Il y a, pour utiliser le langage de Polanyi, un véritable « désencastrement » de l’économie. Dans toutes les sociétés humaines, à la seule exception de la société de marché, l’économie est pensée et pratiquée en tant qu’auxiliaire de la société, au service des relations sociales. A l’inverse, dans la société de marché, les relations que nous entretenons avec les marchandises prennent le pas sur les relations que nous entretenons avec les autres. Dans les sociétés traditionnelles[25] [25], la terre, le travail et l’argent ne sont pas considérés comme des marchandises – ces « biens » ne sont échangeables que sous des conditions très strictes. Dans la société marchande, tout est à vendre : la terre de nos ancêtres, la force de nos bras et l’intelligence de nos cerveaux – le fameux « capital humain » – et même l’argent.

Ceux d’entre nous qui sont familiers avec le néocalvinisme de Kuyper[26] [26] et de Dooyeweerd voient peut-être la proximité de certaines de leurs analyses avec celle de Polanyi. L’autonomisation de l’économie, de la politique, de la religion, et ainsi de suite, correspond à la « différenciation culturelle normative » chère à Dooyeweerd[27] [27]. Cette « différenciation des sphères » n’est pas mauvaise en soi : elle correspond au développement historique normal d’une société. Le problème apparaît lorsqu’une ou plusieurs de ces « sphères de souveraineté » différenciées enflent au point de régir ce qui appartient à d’autres sphères. L’économisme moderne procède de cette déviance : en se « désencastrant » du reste des relations sociales, l’économie tend à devenir une « sphère des sphères » (rôle normalement dévolu à l’Etat) qui va bien au-delà de ses limites naturelles[28] [28]. Une telle inflation de l’économie dans la vie moderne n’est pas conforme à l’ordre créationnel.

4. Conclusion

Sans forcément correspondre aux prédictions d’effondrement du capitalisme annoncées par Polanyi en 1944, il semble inéluctable que la bulle de l’économisme éclate un jour.

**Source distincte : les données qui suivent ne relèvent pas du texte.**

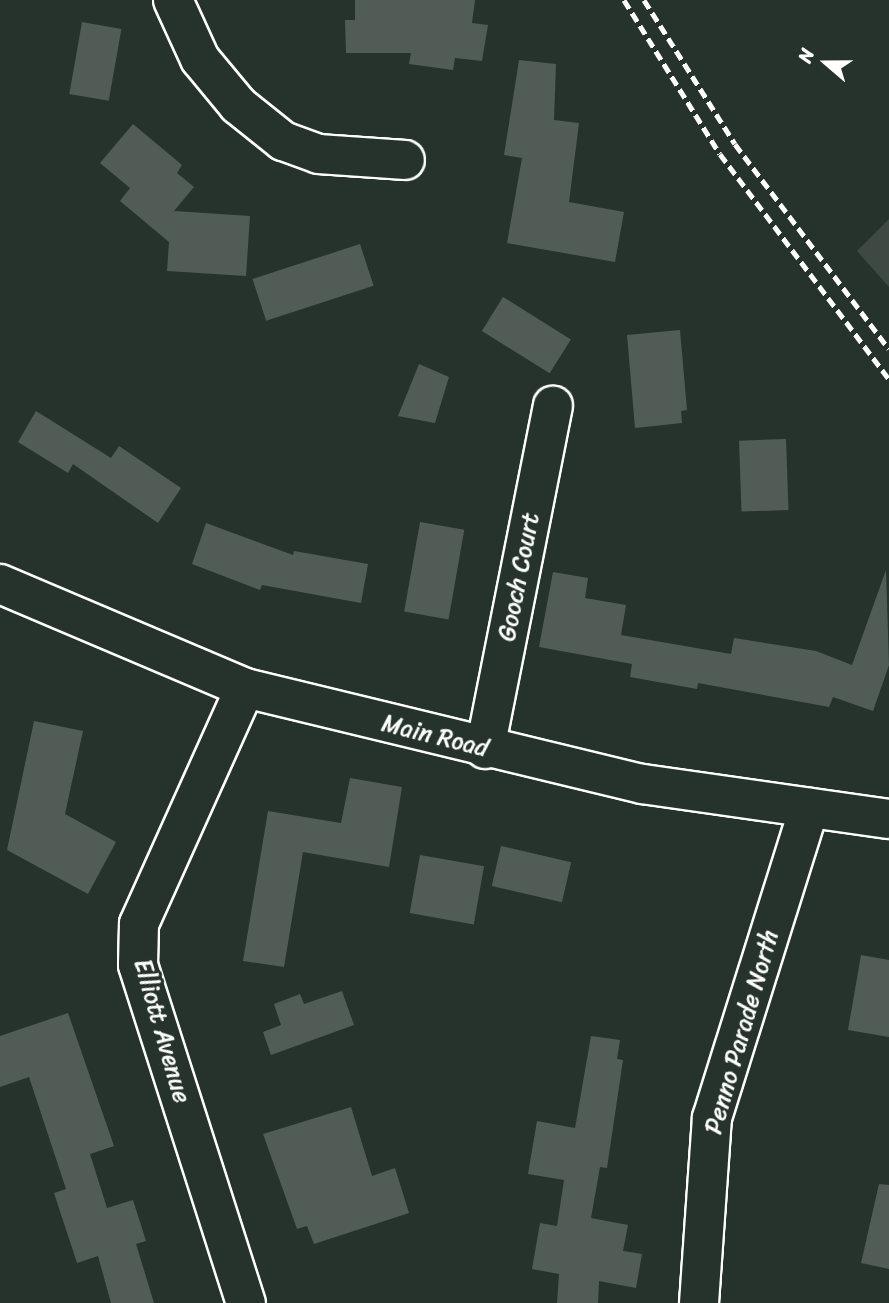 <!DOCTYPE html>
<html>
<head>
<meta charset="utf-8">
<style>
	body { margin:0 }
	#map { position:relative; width:889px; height:1303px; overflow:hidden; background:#26332d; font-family:Sriracha,sans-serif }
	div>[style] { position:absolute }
	.green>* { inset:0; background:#3e4944 }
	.building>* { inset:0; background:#515c57; transform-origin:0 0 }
	.roads { filter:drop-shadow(2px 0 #fff) drop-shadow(-2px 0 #fff) drop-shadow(0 2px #fff) drop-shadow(0 -2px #fff) }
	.minor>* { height:38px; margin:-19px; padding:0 19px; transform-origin:19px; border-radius:19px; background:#26332d }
	.major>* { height:38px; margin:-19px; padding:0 19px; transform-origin:19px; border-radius:19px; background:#26332d }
	.rail>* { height:5px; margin-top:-2.5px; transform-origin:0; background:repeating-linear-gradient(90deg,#fff 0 10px,transparent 0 15px) }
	span { translate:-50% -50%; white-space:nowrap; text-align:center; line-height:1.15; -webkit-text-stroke:6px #26332d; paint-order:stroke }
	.street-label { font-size:24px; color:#fff }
	.north { position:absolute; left:791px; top:28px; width:70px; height:70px; -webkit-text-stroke:5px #26332d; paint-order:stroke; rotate:290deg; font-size:19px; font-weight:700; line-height:28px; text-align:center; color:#fff }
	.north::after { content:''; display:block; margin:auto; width:24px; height:32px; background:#fff; clip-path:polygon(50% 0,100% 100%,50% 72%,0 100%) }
</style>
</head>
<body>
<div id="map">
	<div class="green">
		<div style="clip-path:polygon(889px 219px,889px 287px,857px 251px)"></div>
	</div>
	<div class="building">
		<div style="clip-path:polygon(355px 0,475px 0,472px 23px,488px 25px,482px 61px,455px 58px,453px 70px,409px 64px,411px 53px,346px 53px,345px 20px,355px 20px)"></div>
		<div style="left:82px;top:22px;width:40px;height:73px;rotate:10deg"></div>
		<div style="clip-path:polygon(519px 60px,556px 64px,554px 120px,579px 123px,569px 202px,624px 212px,615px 262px,507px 243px,522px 158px,504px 155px)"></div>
		<div style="clip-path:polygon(133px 124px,182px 165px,177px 173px,194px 187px,174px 211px,250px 216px,246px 276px,167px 271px,169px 242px,120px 201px,130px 188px,100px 163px)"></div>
		<div style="left:360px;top:244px;width:44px;height:113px;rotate:72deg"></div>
		<div style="left:503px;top:297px;width:80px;height:40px;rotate:32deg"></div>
		<div style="clip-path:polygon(680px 330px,687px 410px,681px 411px,682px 423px,635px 428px,627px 335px)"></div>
		<div style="clip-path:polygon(419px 364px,449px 377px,435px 423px,398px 416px)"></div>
		<div style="clip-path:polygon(36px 411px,111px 458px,119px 446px,181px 488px,158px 523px,73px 464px,68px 473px,18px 442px)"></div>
		<div style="left:786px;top:439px;width:71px;height:47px;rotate:88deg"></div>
		<div style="left:420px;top:522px;width:45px;height:91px;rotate:10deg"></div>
		<div style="clip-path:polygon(206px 523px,293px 555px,294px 551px,368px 564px,361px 603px,262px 585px,260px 590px,192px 564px)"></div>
		<div style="clip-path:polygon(886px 570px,889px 665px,873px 711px,833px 697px,829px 707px,698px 683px,697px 689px,630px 677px,632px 664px,539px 647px,553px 572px,588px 578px,585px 598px,626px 605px,621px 635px,731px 654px,734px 638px,816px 651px,852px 665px)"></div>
		<div style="clip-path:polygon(34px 721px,83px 731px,65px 814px,116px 842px,88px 894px,7px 850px)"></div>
		<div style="clip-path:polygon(350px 778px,402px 787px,389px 867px,303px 852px,284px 967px,243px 961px,268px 811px,341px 823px)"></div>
		<div style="left:501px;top:846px;width:72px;height:41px;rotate:13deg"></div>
		<div style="left:420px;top:855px;width:65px;height:59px;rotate:10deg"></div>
		<div style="clip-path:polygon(861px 955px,889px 960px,889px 1037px,848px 1030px)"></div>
		<div style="clip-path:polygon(342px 991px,354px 1025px,271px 1055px,263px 1032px,281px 1025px,274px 1004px,300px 994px,304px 1004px)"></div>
		<div style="clip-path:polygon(68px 1013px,114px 1146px,90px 1154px,107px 1208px,133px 1200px,146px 1241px,136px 1244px,154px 1303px,111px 1303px,98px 1256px,77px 1263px,54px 1193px,66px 1189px,29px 1077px,0 1087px,0 1036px)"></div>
		<div style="clip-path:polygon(591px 1036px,620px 1040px,617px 1059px,623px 1060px,607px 1168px,600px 1167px,591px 1218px,628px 1225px,623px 1251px,642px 1254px,636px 1288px,599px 1281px,598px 1303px,557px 1303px,559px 1274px,532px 1269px,540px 1223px,557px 1226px,564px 1180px,528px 1174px,537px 1121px,575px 1128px)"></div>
		<div style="clip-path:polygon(351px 1107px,372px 1176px,395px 1168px,409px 1213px,314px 1244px,307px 1226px,297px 1229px,263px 1134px)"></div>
		<div style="clip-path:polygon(879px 1184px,889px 1185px,889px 1269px,861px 1263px)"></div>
	</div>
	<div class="roads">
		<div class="minor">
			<div style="left:173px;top:0;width:65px;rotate:65.4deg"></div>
			<div style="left:200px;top:59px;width:60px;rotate:50.4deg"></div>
			<div style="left:238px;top:105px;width:58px;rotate:38.7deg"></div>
			<div style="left:283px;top:141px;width:38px;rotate:20deg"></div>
			<div style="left:319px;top:154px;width:86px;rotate:4deg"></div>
			<div style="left:245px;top:688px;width:259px;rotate:114.2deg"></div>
			<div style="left:139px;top:924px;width:41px;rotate:91.4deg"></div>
			<div style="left:138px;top:965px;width:355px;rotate:72.3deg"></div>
			<div style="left:485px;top:749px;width:350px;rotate:-78.8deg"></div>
			<div style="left:699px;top:1303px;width:185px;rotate:-86deg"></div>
			<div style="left:712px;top:1118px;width:325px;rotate:-72.6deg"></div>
		</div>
		<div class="major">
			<div style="left:0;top:584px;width:266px;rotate:23deg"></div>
			<div style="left:245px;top:688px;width:409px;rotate:13.6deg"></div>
			<div style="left:643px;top:784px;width:248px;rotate:8.1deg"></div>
		</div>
	</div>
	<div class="rail">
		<div style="left:624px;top:0;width:181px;rotate:58.1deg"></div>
		<div style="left:720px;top:154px;width:281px;rotate:53.1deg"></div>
		<div style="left:644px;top:0;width:170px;rotate:57.7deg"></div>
		<div style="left:735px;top:144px;width:256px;rotate:53.1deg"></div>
	</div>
	<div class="street-label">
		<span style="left:519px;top:577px;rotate:-79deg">Gooch Court</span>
		<span style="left:435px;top:736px;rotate:14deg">Main Road</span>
		<span style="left:162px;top:1031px;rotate:74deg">Elliott Avenue</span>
		<span style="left:742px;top:1032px;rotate:-74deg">Penno Parade North</span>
	</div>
	<div class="north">N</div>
</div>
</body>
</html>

Quelle catastrophe devra-t-il advenir cependant pour que nous changions de système ? Que ressortira-t-il de cette période de l’histoire humaine dévouée corps et âme au tout économique ? Certainement autre chose que ce que nous connaissons aujourd’hui…

III. La Bible propose une autre fin de l’Histoire et un autre dernier homme

Quelle perspective la Parole inspirée nous offre-t-elle ? Avec sa fin de l’Histoire et son dernier homme libéral qui s’épanouit dans la société de marché, Fukuyama nous propose une eschatologie, c’est-à-dire un discours sur la finalité du genre humain. La Bible nous propose une tout autre vision, une tout autre eschatologie, une tout autre fin de l’Histoire et un tout autre dernier homme.

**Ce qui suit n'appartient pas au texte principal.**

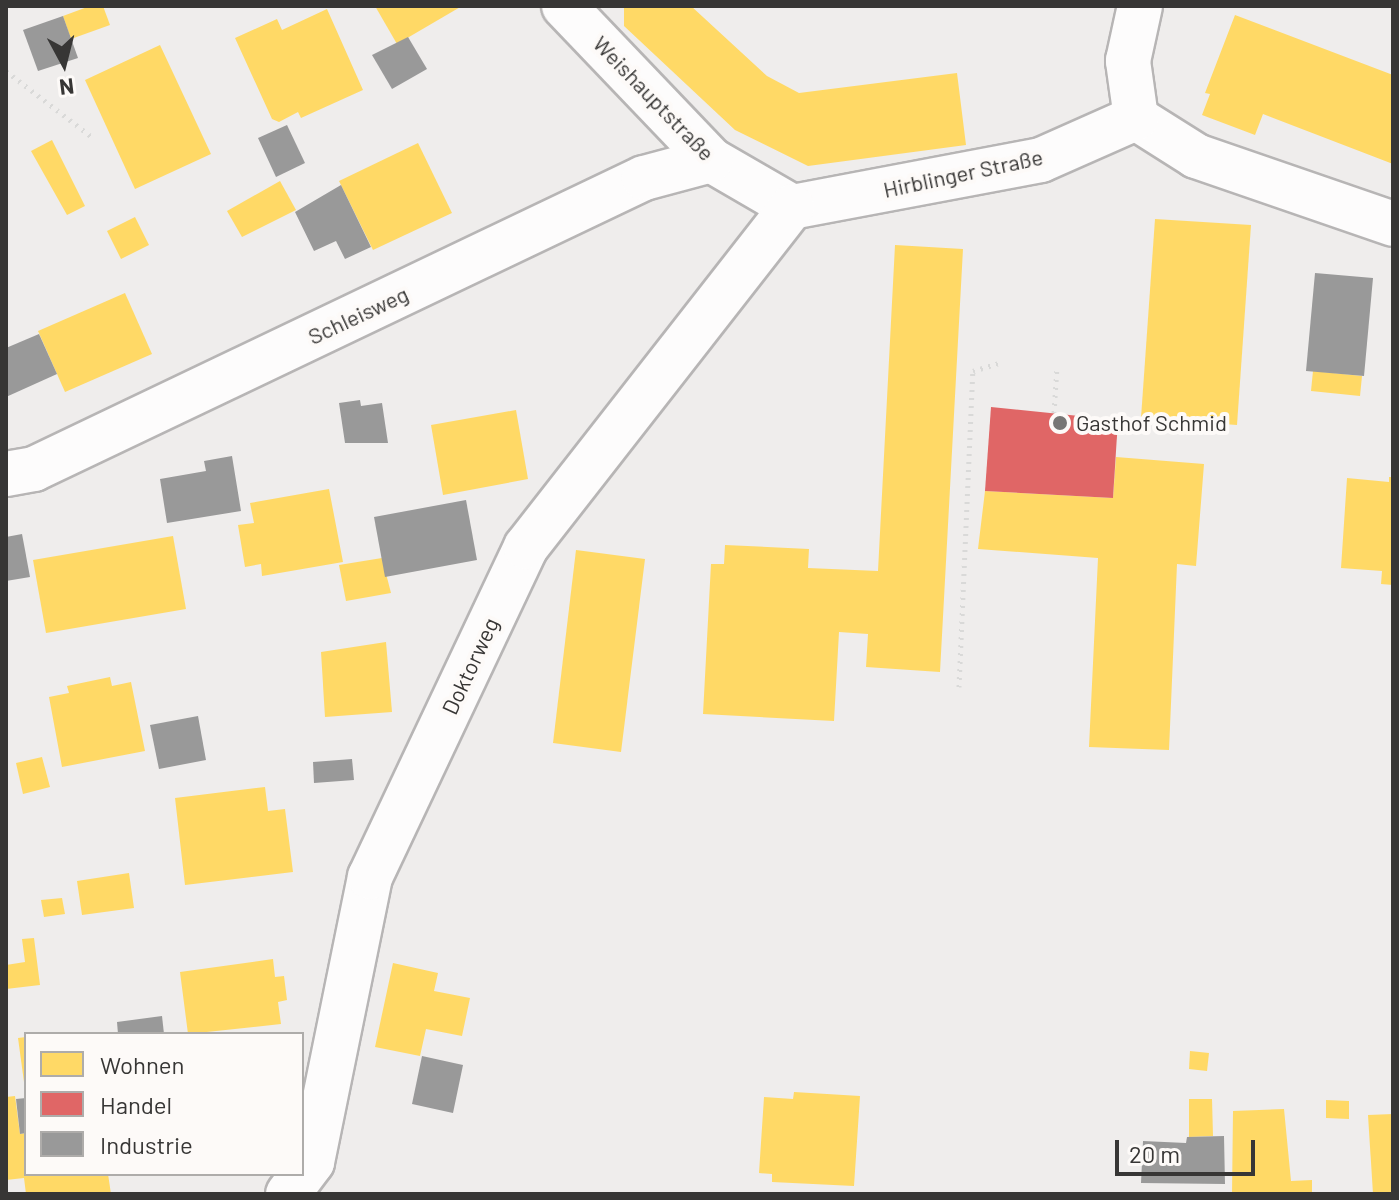 <!DOCTYPE html>
<meta charset="utf-8">
<style>
body{margin:0}
#map{position:relative;width:1399px;height:1200px;overflow:hidden;background:#efedec;font-family:Barlow,sans-serif}
div>[style]{position:absolute}
.homes>*{inset:0;background:#ffd966}
.shops>*{inset:0;background:#e06666}
.industry>*{inset:0;background:#999}
.path>*{height:5px;margin-top:-2.5px;transform-origin:0;background:repeating-linear-gradient(90deg,#d9d9d8 0 2px,transparent 0 8px)}
.roads{filter:drop-shadow(2px 0 #b7b5b5) drop-shadow(-2px 0 #b7b5b5) drop-shadow(0 2px #b7b5b5) drop-shadow(0 -2px #b7b5b5)}
.minor>*{height:44px;margin:-22px;padding:0 22px;transform-origin:22px;border-radius:22px;background:#fdfcfc}
.dots>*{width:22px;height:22px;translate:-50% -50%;box-sizing:border-box;border:4px solid #fdfaf8;border-radius:50%}
span{translate:-50% -50%;white-space:nowrap;text-align:center;line-height:1.15;-webkit-text-stroke:8px #fdfaf8;paint-order:stroke}
.street-label{font-size:22px;color:#373635}
.poi-label{font-size:22px;color:#373635}
.left{translate:0 -50%;text-align:left}
.frame{position:absolute;inset:0;border:8px solid #373635;pointer-events:none}
.legend{position:absolute;left:24px;top:1032px;width:280px;height:144px;box-sizing:border-box;background:#fdfaf8;border:2px solid #aeacaa;margin:0;padding:10px 14px;list-style:none;font-size:24px;color:#373635}
.legend li{display:flex;align-items:center;gap:16px;height:40px}
.legend b{width:40px;border:2px solid #aeacaa}
.north{position:absolute;left:24px;top:24px;width:80px;height:80px;-webkit-text-stroke:6px #fdfaf8;paint-order:stroke;rotate:173deg;font-size:22px;font-weight:700;line-height:32px;text-align:center;color:#373635}
.north::after{content:'';display:block;margin:auto;width:28px;height:36px;background:#373635;clip-path:polygon(50% 0,100% 100%,50% 72%,0 100%)}
.scale{position:absolute;left:1115px;top:1140px;width:140px;height:36px;box-sizing:border-box;border:4px solid #373635;border-top:0;padding-left:10px;font-size:24px;line-height:28px;white-space:nowrap;color:#373635;-webkit-text-stroke:6px #fdfaf8;paint-order:stroke}
</style>
<div id="map">
<div class="homes">
<div style="clip-path:polygon(90px 6px,103px 6px,110px 25px,71px 39px,63px 16px)"></div>
<div style="clip-path:polygon(375px 6px,462px 6px,397px 44px)"></div>
<div style="clip-path:polygon(624px 6px,691px 6px,767px 76px,799px 93px,957px 73px,966px 145px,808px 166px,735px 130px,624px 26px)"></div>
<div style="clip-path:polygon(327px 9px,363px 90px,301px 118px,298px 112px,279px 122px,272px 119px,235px 38px,277px 19px,282px 30px)"></div>
<div style="clip-path:polygon(1235px 15px,1393px 75px,1393px 164px,1263px 114px,1255px 135px,1202px 115px,1210px 94px,1205px 93px)"></div>
<div style="clip-path:polygon(160px 45px,211px 154px,135px 189px,85px 80px)"></div>
<div style="clip-path:polygon(52px 140px,85px 206px,67px 215px,31px 151px)"></div>
<div style="clip-path:polygon(418px 143px,452px 213px,373px 250px,339px 181px)"></div>
<div style="clip-path:polygon(280px 181px,296px 210px,242px 237px,227px 211px)"></div>
<div style="clip-path:polygon(135px 217px,149px 245px,121px 259px,107px 231px)"></div>
<div style="clip-path:polygon(1155px 219px,1251px 225px,1237px 425px,1141px 418px)"></div>
<div style="clip-path:polygon(895px 245px,963px 249px,940px 672px,866px 667px,868px 634px,839px 632px,834px 721px,703px 714px,711px 564px,724px 564px,725px 545px,809px 549px,808px 568px,878px 571px)"></div>
<div style="clip-path:polygon(125px 293px,152px 354px,65px 392px,38px 331px)"></div>
<div style="clip-path:polygon(1313px 371px,1362px 376px,1360px 396px,1311px 391px)"></div>
<div style="clip-path:polygon(516px 410px,528px 479px,443px 495px,431px 425px)"></div>
<div style="clip-path:polygon(1116px 457px,1204px 464px,1196px 566px,1177px 564px,1169px 750px,1089px 747px,1098px 558px,978px 549px,985px 491px,1113px 498px)"></div>
<div style="clip-path:polygon(1389px 477px,1393px 477px,1393px 585px,1381px 584px,1382px 571px,1341px 568px,1347px 478px,1389px 482px)"></div>
<div style="clip-path:polygon(329px 489px,343px 562px,262px 576px,261px 564px,245px 567px,238px 525px,254px 523px,250px 503px)"></div>
<div style="clip-path:polygon(173px 536px,186px 609px,46px 633px,33px 560px)"></div>
<div style="clip-path:polygon(576px 550px,645px 559px,621px 752px,553px 743px)"></div>
<div style="clip-path:polygon(382px 558px,391px 593px,346px 601px,339px 565px)"></div>
<div style="clip-path:polygon(386px 642px,392px 712px,325px 717px,321px 652px)"></div>
<div style="clip-path:polygon(110px 677px,112px 686px,131px 682px,145px 751px,62px 767px,49px 697px,69px 693px,67px 686px)"></div>
<div style="clip-path:polygon(42px 757px,50px 787px,23px 794px,16px 763px)"></div>
<div style="clip-path:polygon(265px 787px,268px 811px,285px 809px,293px 872px,185px 885px,175px 798px)"></div>
<div style="clip-path:polygon(129px 873px,134px 908px,82px 915px,77px 881px)"></div>
<div style="clip-path:polygon(62px 898px,65px 914px,44px 917px,41px 900px)"></div>
<div style="clip-path:polygon(34px 938px,40px 985px,6px 989px,6px 965px,25px 962px,22px 939px)"></div>
<div style="clip-path:polygon(273px 959px,275px 977px,284px 976px,287px 1000px,278px 1002px,281px 1024px,188px 1034px,180px 972px)"></div>
<div style="clip-path:polygon(393px 963px,438px 973px,434px 991px,470px 998px,462px 1036px,426px 1029px,420px 1056px,375px 1047px)"></div>
<div style="clip-path:polygon(26px 1037px,26px 1082px,24px 1082px,18px 1038px)"></div>
<div style="clip-path:polygon(1190px 1051px,1209px 1053px,1207px 1071px,1189px 1069px)"></div>
<div style="clip-path:polygon(794px 1092px,860px 1096px,854px 1186px,772px 1182px,772px 1174px,759px 1173px,764px 1097px,793px 1099px)"></div>
<div style="clip-path:polygon(15px 1096px,20px 1134px,26px 1133px,26px 1174px,108px 1174px,111px 1194px,26px 1194px,24px 1178px,6px 1180px,6px 1097px)"></div>
<div style="clip-path:polygon(1189px 1099px,1212px 1099px,1213px 1136px,1189px 1137px)"></div>
<div style="clip-path:polygon(1326px 1100px,1349px 1101px,1349px 1119px,1326px 1118px)"></div>
<div style="clip-path:polygon(1284px 1109px,1291px 1181px,1312px 1180px,1312px 1194px,1232px 1194px,1233px 1111px)"></div>
<div style="clip-path:polygon(1393px 1114px,1393px 1194px,1373px 1194px,1368px 1115px)"></div>
</div>
<div class="shops">
<div style="clip-path:polygon(991px 407px,1118px 420px,1113px 498px,985px 491px)"></div>
</div>
<div class="industry">
<div style="clip-path:polygon(63px 16px,78px 58px,38px 71px,23px 30px)"></div>
<div style="clip-path:polygon(408px 37px,427px 69px,392px 89px,372px 55px)"></div>
<div style="clip-path:polygon(287px 125px,305px 163px,276px 177px,258px 138px)"></div>
<div style="clip-path:polygon(341px 185px,371px 247px,345px 259px,336px 241px,314px 251px,295px 212px)"></div>
<div style="clip-path:polygon(1315px 273px,1373px 278px,1364px 376px,1306px 371px)"></div>
<div style="clip-path:polygon(39px 334px,57px 374px,6px 397px,6px 348px)"></div>
<div style="clip-path:polygon(360px 400px,361px 406px,382px 403px,388px 443px,345px 443px,339px 403px)"></div>
<div style="clip-path:polygon(232px 456px,241px 511px,167px 523px,160px 479px,206px 471px,204px 461px)"></div>
<div style="clip-path:polygon(466px 500px,477px 560px,385px 577px,374px 517px)"></div>
<div style="clip-path:polygon(22px 534px,30px 577px,6px 581px,6px 537px)"></div>
<div style="clip-path:polygon(198px 716px,206px 760px,159px 769px,150px 725px)"></div>
<div style="clip-path:polygon(352px 759px,354px 780px,314px 783px,313px 762px)"></div>
<div style="clip-path:polygon(162px 1016px,164px 1034px,118px 1034px,117px 1022px)"></div>
<div style="clip-path:polygon(422px 1056px,463px 1065px,453px 1113px,412px 1104px)"></div>
<div style="clip-path:polygon(26px 1098px,26px 1133px,20px 1134px,16px 1099px)"></div>
<div style="clip-path:polygon(1224px 1136px,1225px 1184px,1141px 1183px,1143px 1141px,1186px 1143px,1187px 1137px)"></div>
</div>
<div class="path">
<div style="left:6px;top:71px;width:108px;rotate:37.5deg"></div>
<div style="left:1054px;top:413px;width:46px;rotate:-86.3deg"></div>
<div style="left:959px;top:687px;width:316px;rotate:-87.5deg"></div>
<div style="left:973px;top:371px;width:31px;rotate:-17deg"></div>
</div>
<div class="roads">
<div class="minor">
<div style="left:564px;top:6px;width:213px;rotate:46.3deg"></div>
<div style="left:711px;top:160px;width:94px;rotate:30.1deg"></div>
<div style="left:1136px;top:118px;width:71px;rotate:32.3deg"></div>
<div style="left:1196px;top:156px;width:208px;rotate:19deg"></div>
<div style="left:1136px;top:118px;width:58px;rotate:-98deg"></div>
<div style="left:1128px;top:61px;width:56px;rotate:-77.7deg"></div>
<div style="left:792px;top:207px;width:253px;rotate:-10.7deg"></div>
<div style="left:1041px;top:160px;width:104px;rotate:-23.9deg"></div>
<div style="left:6px;top:474px;width:28px;rotate:-10deg"></div>
<div style="left:34px;top:469px;width:676px;rotate:-25.5deg"></div>
<div style="left:644px;top:178px;width:69px;rotate:-15deg"></div>
<div style="left:288px;top:1194px;width:40px;rotate:-53deg"></div>
<div style="left:312px;top:1162px;width:291px;rotate:-78.5deg"></div>
<div style="left:370px;top:877px;width:365px;rotate:-64.7deg"></div>
<div style="left:526px;top:547px;width:432px;rotate:-52deg"></div>
</div>
</div>
<div class="dots">
<div style="left:1060px;top:423px;background:#777675"></div>
</div>
<div class="street-label">
<span style="left:654px;top:98px;rotate:46deg">Weishauptstraße</span>
<span style="left:963px;top:173px;rotate:-12deg">Hirblinger Straße</span>
<span style="left:358px;top:315px;rotate:-25deg">Schleisweg</span>
<span style="left:470px;top:666px;rotate:-65deg">Doktorweg</span>
</div>
<div class="poi-label">
<span class="left" style="left:1076px;top:423px">Gasthof Schmid</span>
</div>
<div class="frame"></div>
<ul class="legend">
<li><b style="height:22px;background:#ffd966"></b>Wohnen</li>
<li><b style="height:22px;background:#e06666"></b>Handel</li>
<li><b style="height:22px;background:#999"></b>Industrie</li>
</ul>
<div class="north">N</div>
<div class="scale">20 m</div>
</div>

1. Le récit de la création du monde contient déjà une eschatologie

L’eschatologie biblique commence initialement avec le récit de la création du monde[29] [29]. Ce récit nous présente Dieu comme le créateur du ciel et de la terre. Lors de sa semaine de travail créationnel, Dieu configure la matière créée pour que le monde soit comme son temple[30] [30], le théâtre de sa gloire[31] [31]. Pour ce faire, Dieu établit, d’abord, des distinctions dans le monde créé (jours 1-3), avant de remplir le monde (jours 4-6). L’homme est créé le sixième jour pour servir d’effigie de Dieu sur la terre. Avant même la formulation du commandement, l’homme, image de Dieu, doit déjà agir à la manière du Créateur, en organisant la création et en la remplissant. C’est exactement ce qui est signifié dans le mandat créationnel : soumettre la terre et s’y multiplier. La mission de l’humanité, en tant qu’effigie de Dieu sur la terre, consiste donc à faire de la « semaine » de l’Histoire humaine une imitation de la semaine de travail de Dieu, telle qu’elle est rapportée en Genèse 1.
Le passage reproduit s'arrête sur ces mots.